The theorem can be simply proved by assuming the edge pairing in each node. We use edge pairing to indicate that two edges or ports of the same node are directly connected. As shown in Fig. 1. Each node (router) has 4 edges (ports). When having a cycle decomposition, 2 of the 4 edges are paired and the remaining 2 edges are paired. Each edge is also paired with 2 edges of its 2 connected nodes, respectively. When two ports are paired, the messages can be directly transmitted between the two ports without arbitration. Because the number of edges is limited  $(2k^2)$ , it guarantees to form a cycle no matter how the edges are paired for any other nodes. In other words, a message sent from a port can be guaranteed to return to current port through a cycle. Obviously, it can be proved that all edges are obtained from the network.

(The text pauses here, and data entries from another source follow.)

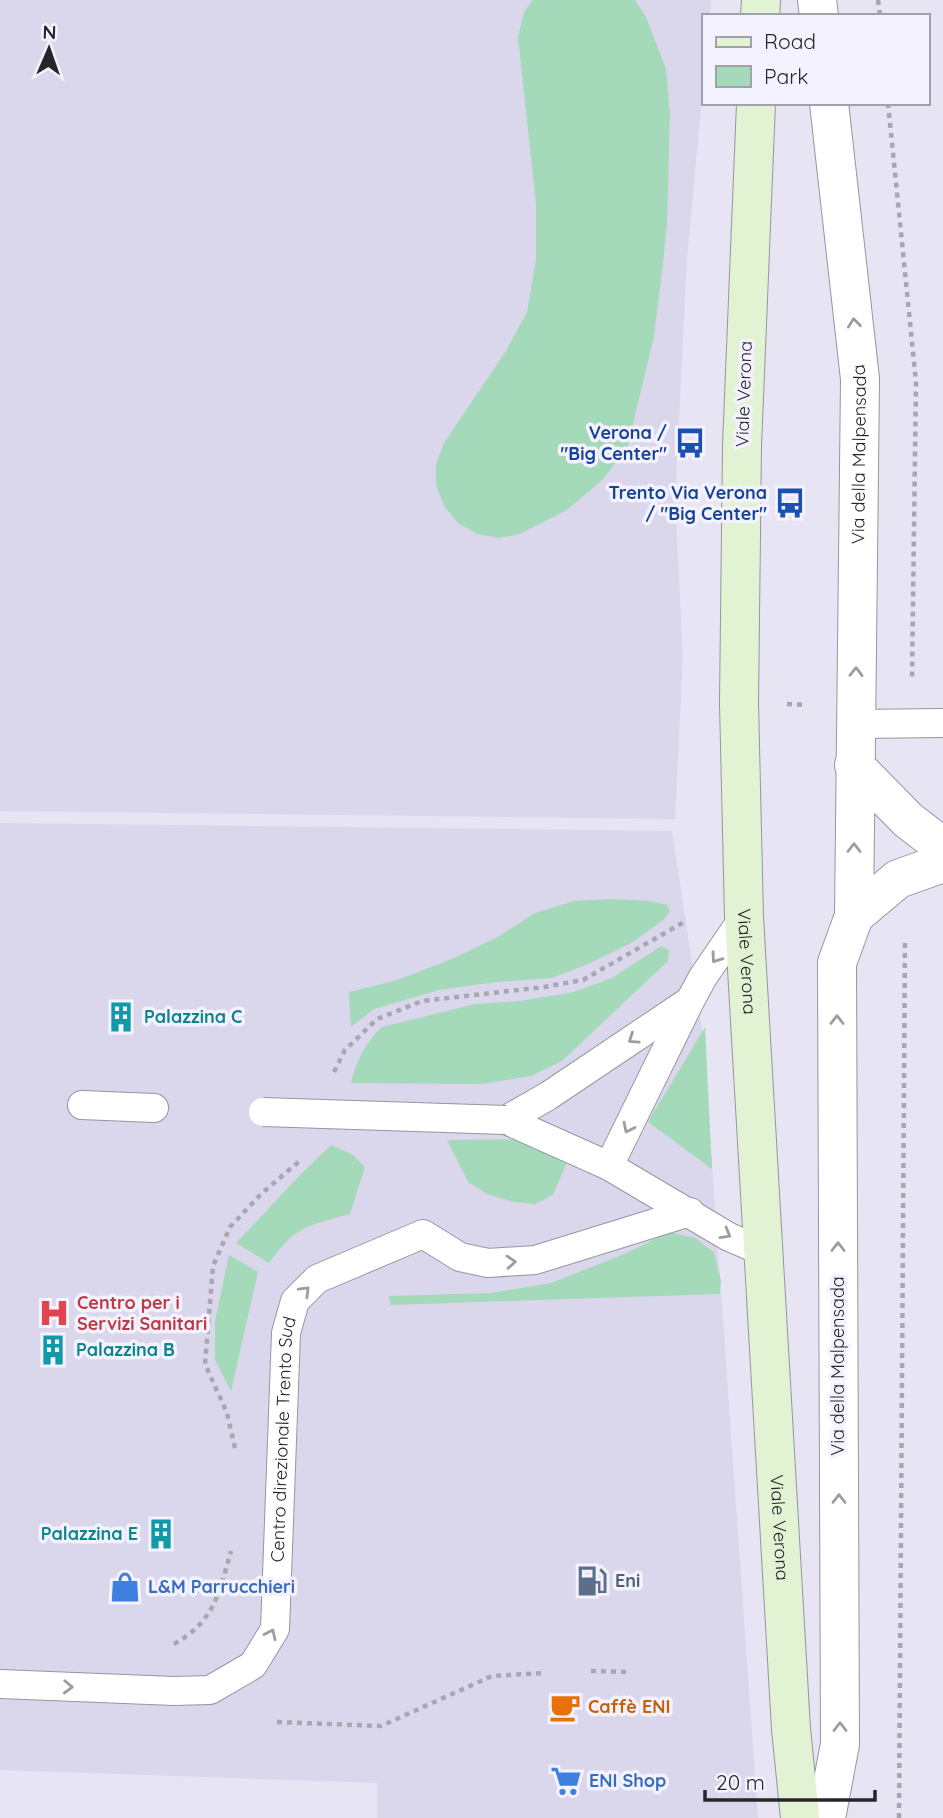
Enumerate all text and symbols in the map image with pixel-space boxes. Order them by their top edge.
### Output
north arrow [14,14,84,84]
legend [702,14,929,105]
text: N [42,20,57,44]
text: Road [764,28,816,54]
text: Park [764,63,808,89]
one-way arrow [846,317,861,328]
street label: Viale Verona [730,341,757,447]
street label: Via della Malpensada [846,363,871,544]
place label: Verona / "Big Center" [561,421,667,465]
bus stop icon: Verona / "Big Center" [673,426,707,460]
place label: Trento Via Verona / "Big Center" [609,481,767,525]
bus stop icon: Trento Via Verona / "Big Center" [773,486,807,520]
one-way arrow [848,666,864,677]
one-way arrow [846,842,862,853]
street label: Viale Verona [733,908,762,1015]
one-way arrow [712,950,724,963]
building icon: Palazzina C [104,1000,138,1034]
place label: Palazzina C [144,1005,242,1028]
one-way arrow [829,1014,845,1024]
one-way arrow [628,1031,641,1043]
one-way arrow [622,1121,636,1133]
one-way arrow [718,1226,731,1239]
one-way arrow [830,1241,846,1252]
one-way arrow [506,1255,517,1270]
street label: Via della Malpensada [826,1276,849,1456]
one-way arrow [297,1287,309,1299]
place label: Centro per i Servizi Sanitari [77,1291,207,1335]
hospital icon: Centro per i Servizi Sanitari [37,1296,71,1330]
street label: Centro direzionale Trento Sud [265,1314,301,1563]
building icon: Palazzina B [36,1333,70,1367]
place label: Palazzina B [76,1338,175,1361]
street label: Viale Verona [765,1474,794,1581]
one-way arrow [831,1493,847,1504]
building icon: Palazzina E [144,1517,178,1551]
place label: Palazzina E [41,1522,138,1545]
fuel station icon: Eni [575,1564,609,1598]
place label: Eni [615,1569,640,1592]
shop icon: L&M Parrucchieri [108,1570,142,1604]
place label: L&M Parrucchieri [148,1575,295,1598]
one-way arrow [263,1629,277,1641]
one-way arrow [63,1679,74,1694]
cafe icon: Caffè ENI [548,1690,582,1724]
place label: Caffè ENI [588,1695,670,1718]
one-way arrow [832,1721,848,1731]
scale bar [705,1758,875,1802]
supermarket icon: ENI Shop [549,1764,583,1798]
place label: ENI Shop [589,1769,666,1792]
text: 20 m [716,1769,765,1795]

It is also shown in Fig. 1 that there are at most 3 edge pairing patterns in each node. Fig. 2 presents three examples of cycle decomposition for a 3-ary 2-cube network. The figure shows that by arbitrarily choosing an edge pairing pattern (a or b or c) for each router, the network is decomposed into a set of edge-disjoint cycles. In the figure, a, b, c are corresponding to the edge pairing patterns in Fig. 1. For a k-ary 2-cube network with  $M = k^2$  nodes, it is obvious that the maximum number of cycle decompositions for the



Fig. 2. Examples of cycle decomposition for a 3-ary 2-cube network. a, b, c denote the three edge pairing patterns in Fig. 1.

network is  $3^M$ . This also indicates there exists a large number of variations of the reconfigurable rings. For a 2-D bufferless torus network, the cycle decomposition provides us a chance to achieve reconfigurable rings on a torus network by using different cycle decompositions.

## B. Proposed Architecture

We proposed a multi-NoC architecture, which augments a router-based buffered NoC with a reconfigurable ring architecture CDRing. CDRing is actually a bufferless NoC. Both NoCs adopt torus topology. Because of the torus topology, the bufferless NoC can be decomposed into a set of reconfigurable rings. By choosing different cycle decompositions, the rings can be reconfigured according to the traffic workloads. If two nodes are connected by the same ring, the messages between the two nodes can be directly transmitted by the bufferless ring with 1 cycle per hop. Otherwise, the messages are transmitted via the buffered NoC with relatively high latency and power consumption. Because the rings are bufferless, the packet transmission is managed by deflections rather than buffering flow control. In other words, the packet continues circulating in the ring when a deflection occurs.

Different from traditional bufferless NoC [24] and bufferless rings [19], [22], CDRing can provide reconfiguration capability by choosing a cycle decomposition of a torus network. The decomposed rings provide low latency communication channels and additional bandwidth for the nodes within the same ring. On the other hand, because more packets can be transmitted through the rings without routers, the idle time of the buffered routers is maximized, allowing more power gating opportunities without incurring high blocking latency and power gating overhead.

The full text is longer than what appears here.